18. (Original post by shamrock92)
Nevertheless, if energy is in fact not just about where you define your zero (which is probably sensible to believe, for other reasons), and is about energy possessed by the field, this would fit nicely with Cosmology.
No. You're missing the point. The only physical things are really the differences in energy, so your 'energy of the field' is simply the difference in energy of having the field and not having the field.

Anyways, I think we're straying off topic.
19. It depends on the wave and the medium- water waves are fundementally different from waves on a string, sound waves or EM waves. Take waves on a string- these waves have known energy associated with kinetic and potential energy (sin^2 and cos^2 terms which sum to a constant energy per unit length in the abstract case of a continuous wave rather than this example of a wave envelope). When two bits of wave meet, one peak and one trough, travelling in opposite directions, they momentarily completely cancel to leave no displacement from equilibrium.

However this does not mean the energy has disappeared- the potential energy (associated with distance from equilibrium due to the elastic restoring nature of the string) is zero, but the string is technically still moving- all the energy is kinetic.

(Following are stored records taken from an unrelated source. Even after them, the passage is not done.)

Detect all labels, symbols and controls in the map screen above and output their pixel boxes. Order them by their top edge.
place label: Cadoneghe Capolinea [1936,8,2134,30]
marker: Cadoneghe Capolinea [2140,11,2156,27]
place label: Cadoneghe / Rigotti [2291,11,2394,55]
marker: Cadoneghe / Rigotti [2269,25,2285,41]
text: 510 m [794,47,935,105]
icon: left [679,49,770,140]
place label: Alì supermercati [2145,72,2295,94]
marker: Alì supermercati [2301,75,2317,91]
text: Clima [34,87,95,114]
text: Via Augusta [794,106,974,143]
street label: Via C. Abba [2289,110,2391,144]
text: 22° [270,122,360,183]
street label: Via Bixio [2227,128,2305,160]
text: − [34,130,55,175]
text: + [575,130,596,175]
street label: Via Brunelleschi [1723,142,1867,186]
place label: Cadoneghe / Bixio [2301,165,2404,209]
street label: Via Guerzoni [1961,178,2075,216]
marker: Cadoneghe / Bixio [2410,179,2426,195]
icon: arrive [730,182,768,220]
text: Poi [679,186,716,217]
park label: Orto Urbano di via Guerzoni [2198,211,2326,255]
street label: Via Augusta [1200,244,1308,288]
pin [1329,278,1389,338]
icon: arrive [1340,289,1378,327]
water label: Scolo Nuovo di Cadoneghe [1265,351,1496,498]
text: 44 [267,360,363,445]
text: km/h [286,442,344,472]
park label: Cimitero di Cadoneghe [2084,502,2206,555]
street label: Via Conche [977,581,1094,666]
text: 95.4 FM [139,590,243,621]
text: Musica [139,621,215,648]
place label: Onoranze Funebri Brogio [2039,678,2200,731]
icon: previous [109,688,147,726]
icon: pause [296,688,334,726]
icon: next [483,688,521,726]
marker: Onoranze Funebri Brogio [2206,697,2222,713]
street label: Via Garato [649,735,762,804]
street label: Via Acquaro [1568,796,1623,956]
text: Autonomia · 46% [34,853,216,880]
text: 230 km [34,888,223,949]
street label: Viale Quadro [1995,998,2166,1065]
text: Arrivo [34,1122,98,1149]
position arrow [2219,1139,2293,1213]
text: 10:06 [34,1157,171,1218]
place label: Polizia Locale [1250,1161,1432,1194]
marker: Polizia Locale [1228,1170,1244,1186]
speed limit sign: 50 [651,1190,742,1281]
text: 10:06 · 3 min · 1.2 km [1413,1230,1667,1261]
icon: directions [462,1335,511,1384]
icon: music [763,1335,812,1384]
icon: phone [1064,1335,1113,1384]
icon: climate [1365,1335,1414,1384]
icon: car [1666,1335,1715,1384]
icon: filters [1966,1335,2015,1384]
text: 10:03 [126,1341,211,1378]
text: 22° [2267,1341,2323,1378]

Furthermore, after the waves pass, the superposition does not apply and they continue as before on their way away from each other. The energy of the system is unchanged.

I am not certain because it's an intriguing question but I'd guess that the answer you are looking for has something to do with the form of waves in nature as "wave packets" with phase and group velocities and exactly known energies per envelope. If two photons meet, they might just pass each other by instantly with a momentary cancellation of the EM field (perhaps this is more complicated as the EM field manifests in different ways depending on the frame of the observer- also this is complicated by the fact that two photons directly incident of sufficient energy will probably interact).
20. (Original post by TableChair)
It's not arbitrary, it's one of the few conserved quantities.

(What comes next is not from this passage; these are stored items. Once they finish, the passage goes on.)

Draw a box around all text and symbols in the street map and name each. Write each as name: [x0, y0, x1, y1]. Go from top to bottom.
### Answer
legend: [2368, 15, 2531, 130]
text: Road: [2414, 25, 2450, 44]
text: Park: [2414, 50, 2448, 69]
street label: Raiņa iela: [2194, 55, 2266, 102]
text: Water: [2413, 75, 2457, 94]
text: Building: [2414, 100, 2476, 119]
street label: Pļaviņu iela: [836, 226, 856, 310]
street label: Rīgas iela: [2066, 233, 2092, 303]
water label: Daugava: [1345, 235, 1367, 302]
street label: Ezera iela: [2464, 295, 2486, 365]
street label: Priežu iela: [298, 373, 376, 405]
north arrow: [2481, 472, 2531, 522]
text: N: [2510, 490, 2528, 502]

Well no really no, what it would say is that they are the same thing just interacting in different ways. It's probably more convenient to talk about energy though since it's more general.
(Original post by TableChair)
No. You're missing the point. The only physical things are really the differences in energy, so your 'energy of the field' is simply the difference in energy of having the field and not having the field.

Anyways, I think we're straying off topic.
The fact remains that, since energy is not invariant, and invariant stuff can't be really physical, it can't be physical. Mass is a real, invariant quantity. So energy is just a manifestation of mass, just like magnetic forces are a manifestation of electromagnetism. (More relevantly: it means negative energy isn't so counter-intuitive.)